[Saved data entries]
==============================
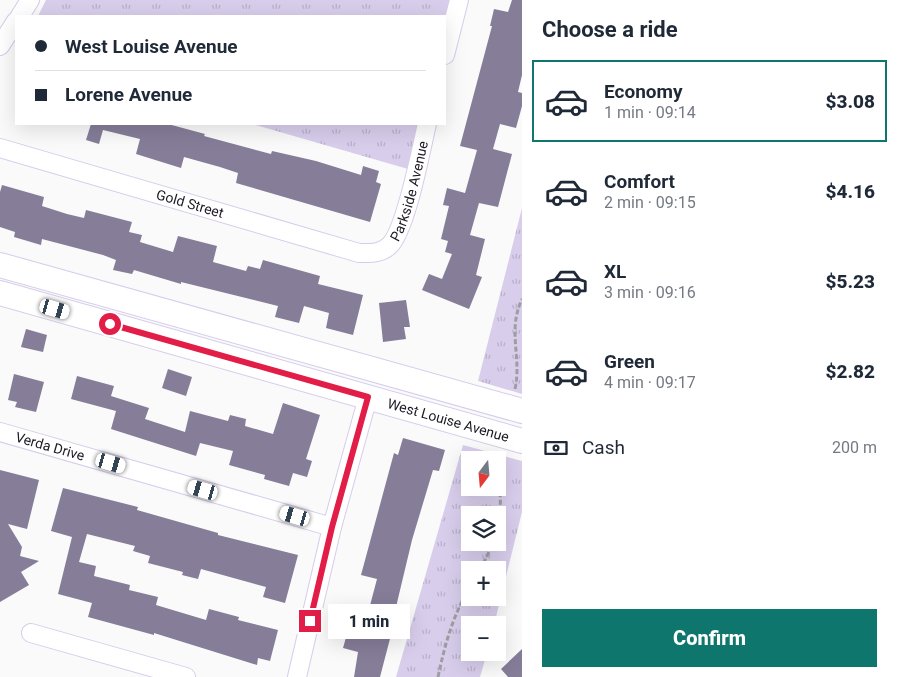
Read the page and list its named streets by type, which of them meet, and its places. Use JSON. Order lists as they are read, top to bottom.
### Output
{
  "streets": {
    "main road": ["West Louise Avenue"],
    "street": ["Parkside Avenue", "Gold Street", "Verda Drive"]
  },
  "crossings": [
    ["Parkside Avenue", "Gold Street"]
  ],
  "north": "bottom",
  "page": {
    "heading": "Choose a ride",
    "banner": ["West Louise Avenue", "Lorene Avenue"],
    "list": [
      {
        "name": "Economy",
        "note": "1 min · 09:14",
        "value": "$3.08"
      },
      {
        "name": "Comfort",
        "note": "2 min · 09:15",
        "value": "$4.16"
      },
      {
        "name": "XL",
        "note": "3 min · 09:16",
        "value": "$5.23"
      },
      {
        "name": "Green",
        "note": "4 min · 09:17",
        "value": "$2.82"
      }
    ],
    "pay": ["Cash", "200 m"],
    "map_buttons": ["+", "−"],
    "buttons": "Confirm",
    "bubble": "1 min"
  }
}
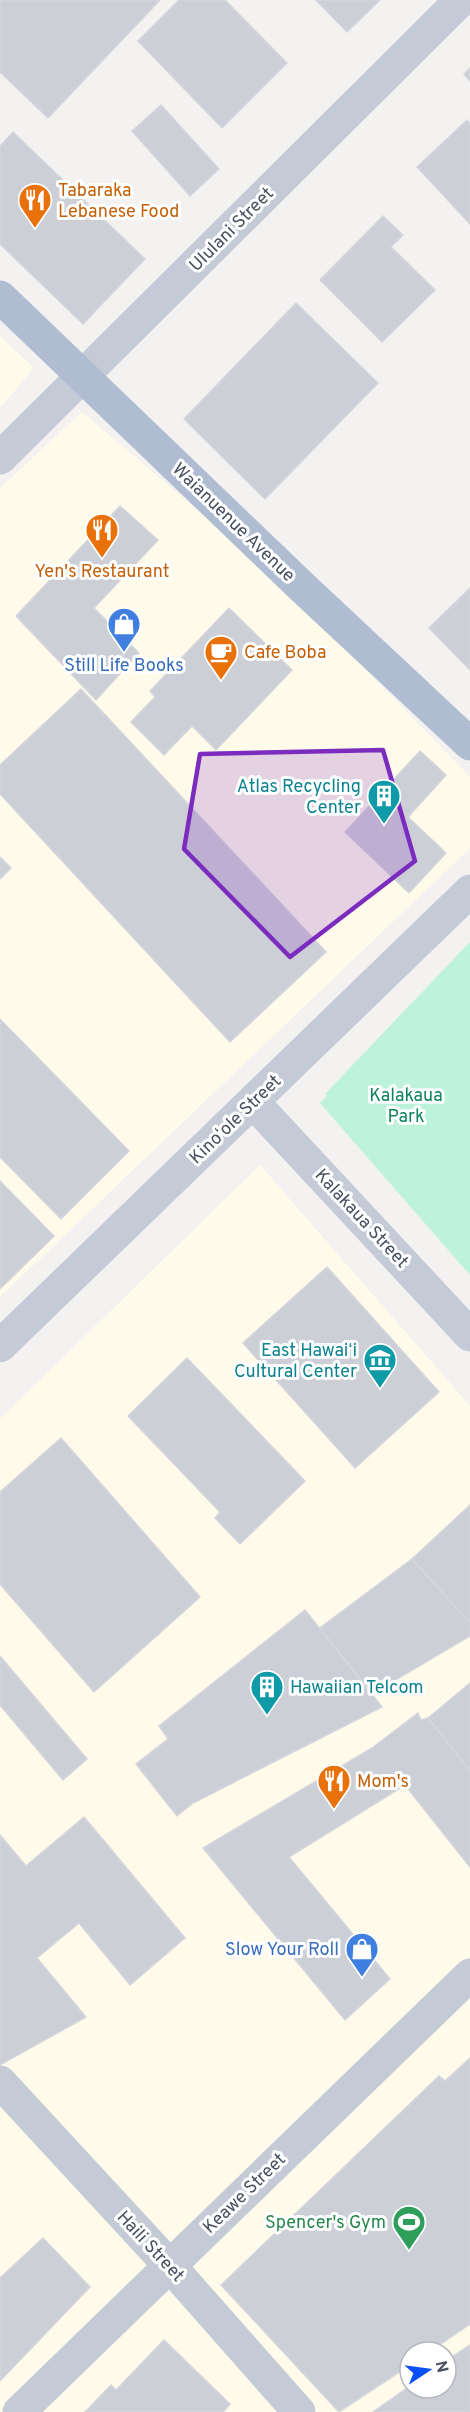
==============================
**EXERCISE PROMPT:**
Pictures don't belong in the copy. Transcribe every record exactly as it appears.

**RESPONSE FOR THIS EXERCISE:**
Read the page and list its named streets by type, which of them meet, and its places. Use JSON. Order lists as they are read, top to bottom.
### Output
{
  "streets": {
    "main road": ["West Louise Avenue"],
    "street": ["Parkside Avenue", "Gold Street", "Verda Drive"]
  },
  "crossings": [
    ["Parkside Avenue", "Gold Street"]
  ],
  "north": "bottom",
  "page": {
    "heading": "Choose a ride",
    "banner": ["West Louise Avenue", "Lorene Avenue"],
    "list": [
      {
        "name": "Economy",
        "note": "1 min · 09:14",
        "value": "$3.08"
      },
      {
        "name": "Comfort",
        "note": "2 min · 09:15",
        "value": "$4.16"
      },
      {
        "name": "XL",
        "note": "3 min · 09:16",
        "value": "$5.23"
      },
      {
        "name": "Green",
        "note": "4 min · 09:17",
        "value": "$2.82"
      }
    ],
    "pay": ["Cash", "200 m"],
    "map_buttons": ["+", "−"],
    "buttons": "Confirm",
    "bubble": "1 min"
  }
}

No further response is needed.